I picked up some nice looking glass jars from a discount shop nearby – since these were going to be Christmas presents, I had ideas of decorating the jars with ribbons and cute things… yeah, that totally happened.
Start by pouring the apple juice into the cold pan. I was making four times the original recipe, so I actually wound up doing this in batches.
Pour in the sugar, and carefully stir to start dissolving it. Put the pan on to medium heat, and continue stirring until it’s all dissolved.
The reason why the type of sugar matters is because:
- Different types of sugar have different sized crystals – if you used caster sugar, you’d wind up using far more, if you use raw sugar, you’d wind up using a bit less
- Raw, demerara or muscovado sugars (basically all the brown ones) have either added or natural amounts of molasses in them.
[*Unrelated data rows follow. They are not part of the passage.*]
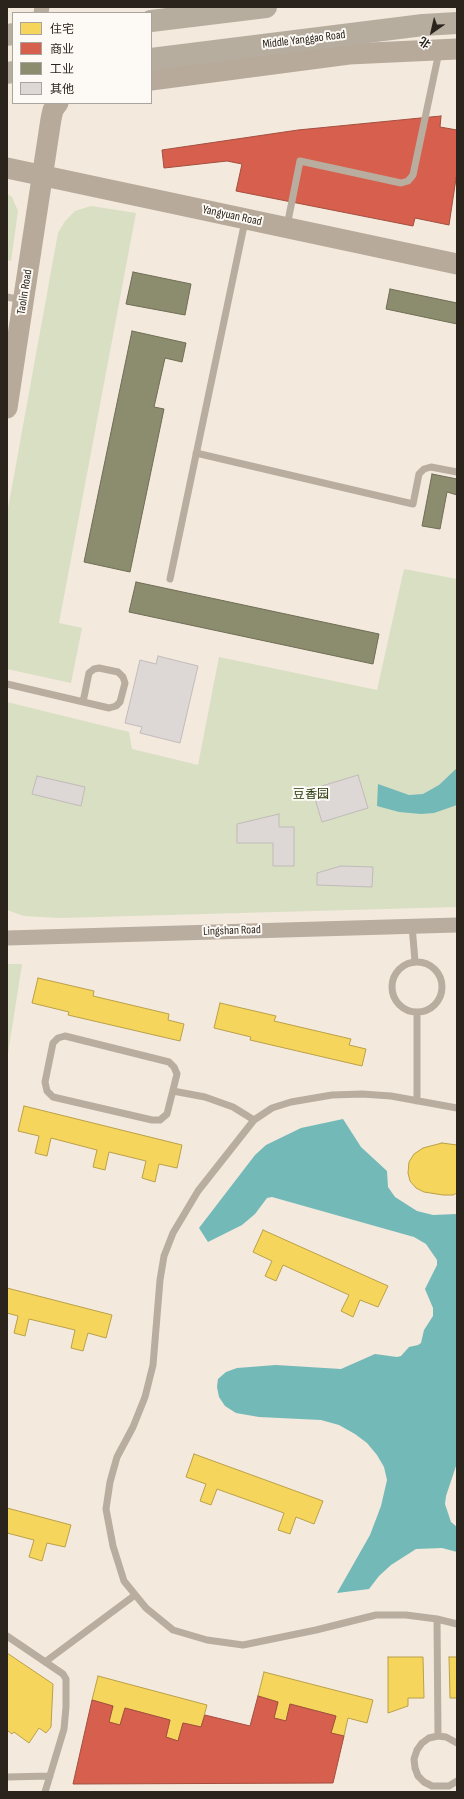 <!DOCTYPE html>
<meta charset="utf-8">
<style>
body{margin:0}
#map{position:relative;width:464px;height:1799px;overflow:hidden;background:#f3e9dd;font-family:"Sofia Sans Condensed","Noto Sans SC",sans-serif}
canvas{display:block}
.frame{position:absolute;inset:0;border:8px solid #2b241c;pointer-events:none}
.legend{position:absolute;left:12px;top:12px;width:140px;height:92px;box-sizing:border-box;background:#fdfaf5;border:1px solid #a9a49e;margin:0;padding:5px 7px;list-style:none;font-size:12px;color:#2b241c}
.legend li{display:flex;align-items:center;gap:8px;height:20px}
.legend b{width:20px;border:1px solid #a9a49e}
.north{position:absolute;left:412px;top:12px;width:40px;height:40px;-webkit-text-stroke:3px #fdfaf5;paint-order:stroke;rotate:214deg;font-size:11px;font-weight:700;line-height:16px;text-align:center;color:#2b241c}
.north::after{content:'';display:block;margin:auto;width:14px;height:18px;background:#2b241c;clip-path:polygon(50% 0,100% 100%,50% 72%,0 100%)}
</style>
<div id="map">
<canvas width="464" height="1799"></canvas>
<div class="frame"></div>
<ul class="legend">
<li><b style="height:11px;background:#f6d55c"></b>住宅</li>
<li><b style="height:11px;background:#d6604d"></b>商业</li>
<li><b style="height:11px;background:#8c8c6e"></b>工业</li>
<li><b style="height:11px;background:#ddd7d6"></b>其他</li>
</ul>
<div class="north">北</div>
</div>
<script>
const ctx = document.querySelector('canvas').getContext('2d');
ctx.lineJoin = 'round';
function fillPath(path, color) { ctx.fillStyle = color; ctx.fill(path, 'evenodd'); }
const poly = rows => new Path2D(rows.map(r => 'M' + r).join(''));
function stroke(path, color, width, dash) { ctx.strokeStyle = color; ctx.lineWidth = width; ctx.lineCap = dash ? 'butt' : 'round'; ctx.setLineDash(dash || []); ctx.stroke(path); }
function label(font, color, halo, rows, align = 'center') {
  ctx.font = font + ' "Sofia Sans Condensed","Noto Sans SC",sans-serif'; ctx.lineWidth = 4; ctx.setLineDash([]); ctx.textBaseline = 'middle'; ctx.strokeStyle = halo; ctx.fillStyle = color; for (const [text, x, y, turn = 0] of rows) {
    ctx.save(); ctx.translate(x, y); ctx.rotate((+turn || 0) * Math.PI / 180); ctx.textAlign = isNaN(turn) ? turn : align; if (halo) ctx.strokeText(text, 0, 0); ctx.fillText(text, 0, 0); ctx.restore();
  }
}
fillPath(poly([
 [7,194,12,197,18,211,11,261,7,260],
 [91,206,136,213,59,623,82,628,71,683,7,669,7,514,58,233,65,221,75,211],
 [404,569,457,579,457,907,60,918,24,916,7,910,7,702,129,732,132,749,198,765,219,657,377,690],
 [7,964,22,964,7,1060]
]), '#d8dfc3');
fillPath(poly([
 [457,768,457,805,434,813,421,814,399,812,377,806,378,784,409,795,423,794,439,785],
 [343,1119,361,1147,387,1171,388,1187,395,1197,417,1211,433,1215,457,1214,457,1463,446,1496,445,1504,451,1522,457,1527,457,1552,442,1548,416,1549,391,1565,379,1576,369,1589,337,1593,370,1535,381,1506,387,1480,384,1467,377,1455,367,1443,355,1434,339,1425,321,1420,259,1417,236,1413,225,1406,219,1397,217,1387,218,1379,226,1372,237,1368,276,1365,341,1369,375,1354,397,1357,401,1356,409,1347,418,1345,421,1343,424,1330,433,1316,433,1308,425,1289,437,1265,437,1260,426,1244,414,1237,272,1197,267,1198,255,1214,242,1225,208,1242,199,1228,255,1155,266,1145,301,1128]
]), '#73b9b8');
const homes = poly([
 [38,978,94,991,93,996,169,1014,168,1020,184,1024,180,1041,68,1015,69,1012,32,1003,38,978],
 [220,1003,276,1016,274,1021,351,1039,349,1045,366,1049,362,1066,250,1040,251,1037,214,1028,220,1003],
 [24,1106,182,1145,177,1168,159,1164,155,1182,142,1178,146,1161,109,1152,105,1170,93,1167,97,1150,51,1138,47,1156,35,1153,39,1136,18,1131,24,1106],
 [442,1143,457,1145,457,1193,453,1195,443,1195,424,1192,416,1188,410,1181,408,1173,409,1162,414,1154,423,1148,442,1143],
 [263,1230,388,1286,378,1307,360,1300,353,1317,341,1311,349,1295,283,1265,276,1281,265,1276,272,1261,253,1252,263,1230],
 [7,1288,112,1315,106,1338,88,1333,83,1351,71,1348,75,1330,29,1319,25,1336,14,1333,18,1316,7,1313,7,1288],
 [194,1454,323,1501,314,1524,296,1517,290,1534,278,1530,284,1513,217,1489,211,1505,200,1501,206,1484,186,1477,194,1454],
 [7,1508,71,1525,65,1547,47,1543,42,1561,29,1557,34,1540,7,1533,7,1508],
 [7,1653,53,1684,51,1727,46,1733,39,1728,29,1743,14,1732,12,1734,7,1730,7,1653],
 [388,1657,423,1657,424,1698,408,1698,408,1706,388,1713,388,1657],
 [449,1657,457,1657,457,1698,450,1698,449,1657],
 [264,1672,373,1700,367,1723,348,1718,344,1736,331,1733,336,1716,290,1704,286,1721,274,1718,278,1702,258,1696,264,1672],
 [98,1676,207,1705,201,1727,183,1723,178,1741,166,1737,170,1720,125,1708,120,1725,109,1722,113,1706,92,1700,98,1676]
]);
fillPath(homes, '#f6d55c');
stroke(homes, '#b9a049', 1);
const shops = poly([
 [441,116,440,127,457,130,457,172,449,225,415,218,413,226,236,191,242,164,227,161,164,168,162,150,298,130,441,116],
 [258,1696,278,1702,274,1718,286,1721,290,1704,336,1716,331,1733,344,1736,333,1783,73,1784,92,1700,113,1706,109,1722,120,1725,125,1708,170,1720,166,1737,178,1741,183,1723,201,1727,205,1715,250,1726,258,1696]
]);
fillPath(shops, '#d6604d');
stroke(shops, '#a34e3e', 1);
const industry = poly([
 [133,272,191,284,185,315,126,304,133,272],
 [390,289,457,303,457,324,386,309,390,289],
 [132,331,186,343,182,362,165,358,154,407,164,409,130,572,84,562,132,331],
 [432,474,457,479,457,495,447,492,440,529,422,526,432,474],
 [136,582,379,634,373,664,129,612,136,582]
]);
fillPath(industry, '#8c8c6e');
stroke(industry, '#6f6d55', 1);
const building = poly([
 [158,656,198,666,180,743,140,733,142,727,125,723,140,660,156,664,158,656],
 [358,775,368,808,322,822,312,789,358,775],
 [37,776,85,787,81,806,32,794,37,776],
 [279,814,279,827,294,827,294,866,273,866,273,843,237,843,237,824,279,814],
 [341,866,373,867,372,887,317,885,317,873,341,866]
]);
fillPath(building, '#ddd7d6');
stroke(building, '#c1bbba', 1);
stroke(poly([
 [287,226,300,161,401,183,408,181,413,175,439,52],
 [7,297,22,300],
 [196,453,413,504,419,474,424,469,431,467,457,472],
 [170,579,245,221],
 [7,684,109,708,116,706,120,702,125,683,123,677,118,672,99,668,94,669,89,673,83,702],
 [412,926,415,961],
 '392 987a25 25 0 1 1 50 0a25 25 0 1 1-50 0Z',
 [65,1036,169,1062,174,1067,177,1074,167,1114,160,1120,152,1120,53,1097,47,1091,45,1082,53,1043,58,1038,65,1036],
 [173,1091,205,1097,233,1107,254,1120],
 [417,1101,417,1013],
 [457,1108,391,1096,362,1094,332,1095,291,1102,272,1108,254,1120,198,1191,173,1233,164,1256,160,1280,153,1365,145,1397,133,1427,117,1457,110,1482,106,1509,113,1546,124,1581,146,1608,173,1630,207,1640,243,1645,316,1630,376,1615,406,1615,437,1619,457,1624],
 [437,1619,438,1736],
 [7,1636,63,1674,66,1679,66,1707,64,1729,45,1792],
 [45,1662,135,1595],
 [457,1743,446,1737,438,1736,429,1738,422,1743,417,1750,414,1759,415,1768,418,1776,424,1782,432,1786,449,1786,457,1781],
 [7,1777,50,1776]
]), '#b8ad9f', 7);
stroke(poly([
 [41,13,42,7],
 [7,938,457,925]
]), '#b8ad9f', 15);
stroke(poly([
 [151,80,349,54,457,49],
 [7,168,457,264],
 [7,408,51,119,53,110,58,103]
]), '#b7aa9a', 21);
stroke(poly([
 [151,21,266,7],
 [7,35,13,34],
 [151,59,423,25,457,23],
 [7,73,13,72]
]), '#b7ad9f', 22);
label('12px', '#2b241c', '#fdfaf5', [
 ["Middle Yanggao Road",304,40,-7],
 ["Yangyuan Road",232,216,12],
 ["Taolin Road",25,292,-81],
 ["Lingshan Road",232,931,-2]
]);
label('12px', '#213506', '#fdfaf5', [
 ["豆香园",311,795]
]);
</script>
Since you’re also adding molasses to the syrup, you might want to reduce that amount slightly so you don’t overwhelm the flavour of the apple juice
Don’t overfill the pan, or stirring will become difficult!
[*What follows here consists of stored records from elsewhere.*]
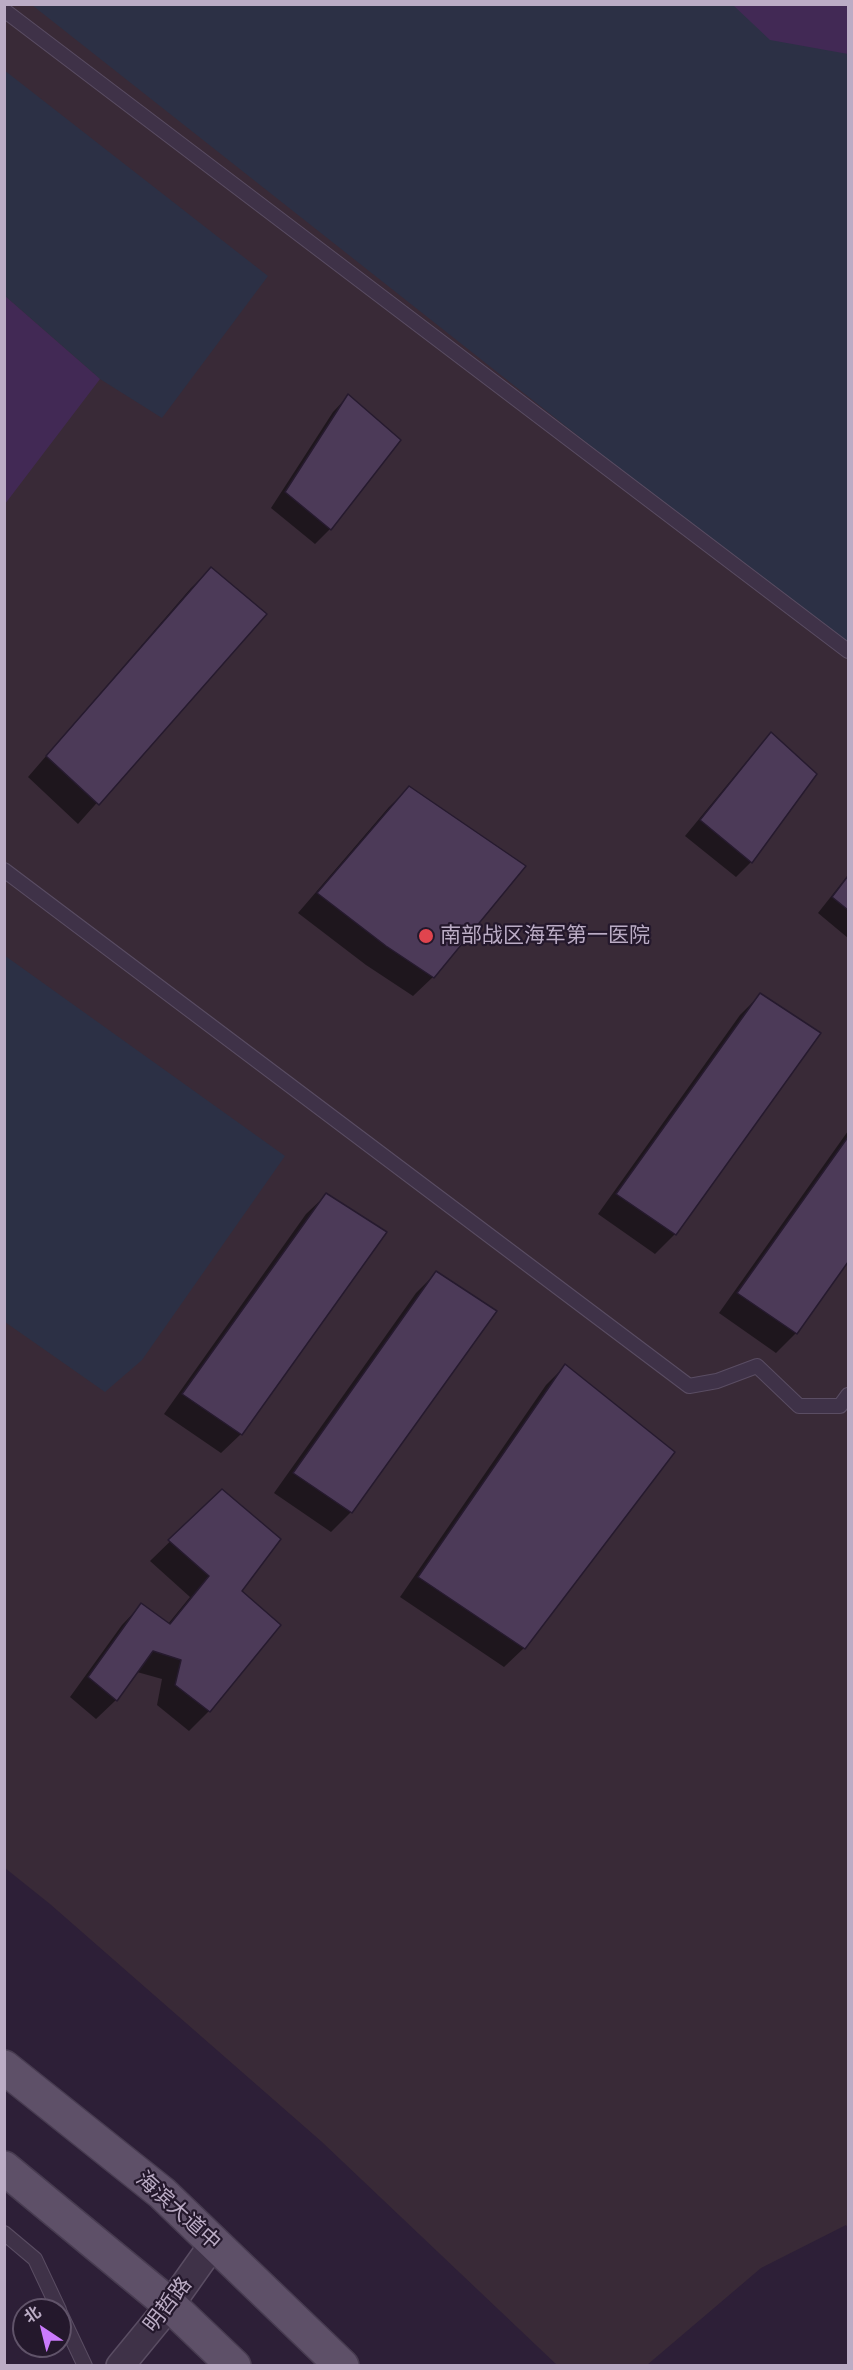 <!DOCTYPE html>
<html>
<head>
<meta charset="utf-8">
<style>
  body { margin:0 }
  #map { position:relative; width:853px; height:2370px; overflow:hidden; background:#2d1f37; font-family:Figtree,"Noto Sans SC",sans-serif }
  canvas { display:block }
  .frame { position:absolute; inset:0; border:6px solid #bbacc5; pointer-events:none }
  .north { position:absolute; left:12px; top:2298px; width:60px; height:60px; box-sizing:border-box; background:#24182c; border:2px solid #605369; border-radius:50%; rotate:325deg; font-size:16px; font-weight:700; line-height:24px; text-align:center; color:#bbacc5 }
  .north::after { content:''; display:block; margin:auto; width:21px; height:27px; background:#ca7afc; clip-path:polygon(50% 0,100% 100%,50% 72%,0 100%) }
</style>
</head>
<body>
<div id="map">
<canvas width="853" height="2370"></canvas>
<div class="frame"></div>
<div class="north">北</div>
</div>
<script>
const c = document.querySelector('canvas').getContext('2d');
c.lineJoin = 'round';
function fillPath(path, color) { c.fillStyle = color; c.fill(path, 'evenodd'); }
const shape = rows => new Path2D(rows.map(r => 'M' + r).join(''));
function trace(path, color, width, dash) { c.strokeStyle = color; c.lineWidth = width; c.lineCap = dash ? 'butt' : 'round'; c.setLineDash(dash || []); c.stroke(path); }
function label(font, color, halo, rows, align = 'center') {
  c.font = font + ' Figtree,"Noto Sans SC",sans-serif'; c.lineWidth = 4.5; c.setLineDash([]); c.textBaseline = 'middle'; c.strokeStyle = halo; c.fillStyle = color; for (const [text, x, y, turn = 0] of rows) {
    c.save(); c.translate(x, y); c.rotate((+turn || 0) * Math.PI / 180); c.textAlign = isNaN(turn) ? turn : align; if (halo) c.strokeText(text, 0, 0); c.fillText(text, 0, 0); c.restore();
  }
}
fillPath(shape([
  [4,5,848,5,848,2228,846,2225,761,2268,647,2365,557,2365,322,2142,50,1904,5,1868]
]), '#392a37');
fillPath(shape([
  [32,5,848,5,848,649],
  [4,70,268,276,162,418,100,379,5,296],
  [4,955,285,1156,142,1360,105,1392,5,1322]
]), '#2c3045');
fillPath(shape([
  [733,5,848,5,848,54,770,40],
  [5,296,100,379,5,504]
]), '#422955');
fillPath(shape([
  [348,396,330,529,315,544,271,508,333,412],
  [211,569,265,614,78,824,28,777,191,588],
  [771,735,751,862,736,877,685,836,756,750],
  [409,788,433,977,413,996,366,965,298,913,389,807],
  [848,875,848,938,818,913],
  [760,995,818,1034,675,1234,655,1254,598,1214,740,1015],
  [848,1131,848,1259,796,1333,776,1353,719,1313],
  [326,1195,241,1434,221,1453,164,1414,306,1214],
  [436,1273,494,1311,351,1512,331,1532,274,1493,416,1293],
  [565,1366,524,1648,504,1667,400,1597,546,1385],
  [222,1491,240,1591,278,1625,209,1711,189,1731,157,1705,162,1679,137,1672,116,1700,96,1719,70,1697,122,1625,141,1605,168,1624,190,1597,150,1561]
]), '#0007');
const building = shape([
  [348,394,401,440,331,530,285,492,348,394],
  [211,567,267,614,99,805,46,756,211,567],
  [771,732,817,774,752,863,700,820,771,732],
  [409,786,526,866,434,978,386,946,317,893,409,786],
  [848,876,848,910,832,897,848,876],
  [760,993,821,1033,676,1235,616,1194,760,993],
  [848,1137,848,1262,797,1334,737,1293,848,1137],
  [326,1193,387,1232,242,1435,182,1394,326,1193],
  [436,1271,497,1311,352,1513,293,1473,436,1271],
  [565,1364,675,1452,525,1649,418,1577,565,1364],
  [222,1489,281,1539,242,1591,281,1625,210,1712,175,1685,181,1660,153,1651,117,1701,88,1677,141,1603,170,1624,209,1576,168,1540,222,1489]
]);
fillPath(building, '#4c3a58');
trace(building, '#261a2e', 1.5);
const service = shape([
  [4,10,848,651],
  [4,870,689,1386,717,1381,757,1366,799,1406,840,1406,848,1395],
  [4,2233,35,2259,59,2310],
  [60,2313,85,2366]
]);
const minor = shape([
  [120,2366,170,2305,214,2243]
]);
const primary = shape([
  [4,2067,162,2193,342,2366],
  [4,2168,170,2305,234,2366]
]);
trace(service, '#5a4d63', 16);
trace(minor, '#5a4d63', 30);
trace(primary, '#483c51', 36);
trace(service, '#3f3248', 14);
trace(minor, '#3f3248', 27);
trace(primary, '#5e5068', 33);
for (const [x, y, r, color] of [
  [426,936,8,"#e0444e"]
]) { const dot = new Path2D(); dot.arc(x, y, r, 0, 2 * Math.PI); c.fillStyle = color; c.fill(dot); trace(dot, '#24182c', 2); }
label('21px', '#bbacc5', '#24182c', [
  ["南部战区海军第一医院",440,936]
], 'left');
label('21px', '#bbacc5', '#24182c', [
  ["海滨大道中",178,2211,42],
  ["明哲路",168,2305,-52]
]);
</script>
</body>
</html>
When the sugar has dissolved, add the spices and bring the heat up to high. You can cover the pan to help it come to a boil quicker, but once it’s come to the boil, remove the lid so it can start reducing.
Measure out your molasses. I first saw these plunger measuring cups on Alton Brown’s Good Eats, and managed to find a similar set at a random homewares shop. It’s much more useful for sticky ingredients like molasses, honey, peanut butter, maple syrup… All the good things in life! If you don’t have a plunger, you can spray the inside of a normal measuring cup with no-stick spray or cooking oil spray, but I find the taste of the spray carries over into the food you’re making.
While the syrup continues to reduce, wash and dry the jars and lids thoroughly. Preheat your oven to 200C, and then bake the jars for 20-25 minutes to sterilise them. If your lids are oven safe, you can sterilise them along with the jars, otherwise, a good long soak and scrub in hot water should be fine.
Ideally, you’d want to time it so that the syrup is done shortly after the jars have been sterilised, and still warm from the oven. Since I was doing this in batches, I covered the jars with a clean tea towel and put them aside while I was taking pictures. As long as the jars are not stone-cold, and the syrup not literally boiling hot, you shouldn’t have any problems with thermal shock (ie: glass exploding from heat).
Safety – it’s what’s for Christmas!
Let the syrup cool inside the uncovered jars until they are room temperature, then lid up, and put it in the fridge. Appelstroop will pretty much keep indefinitely in the fridge, but as always, if you see any furry or splotchy growths, quietly (but responsibly!) dispose of it.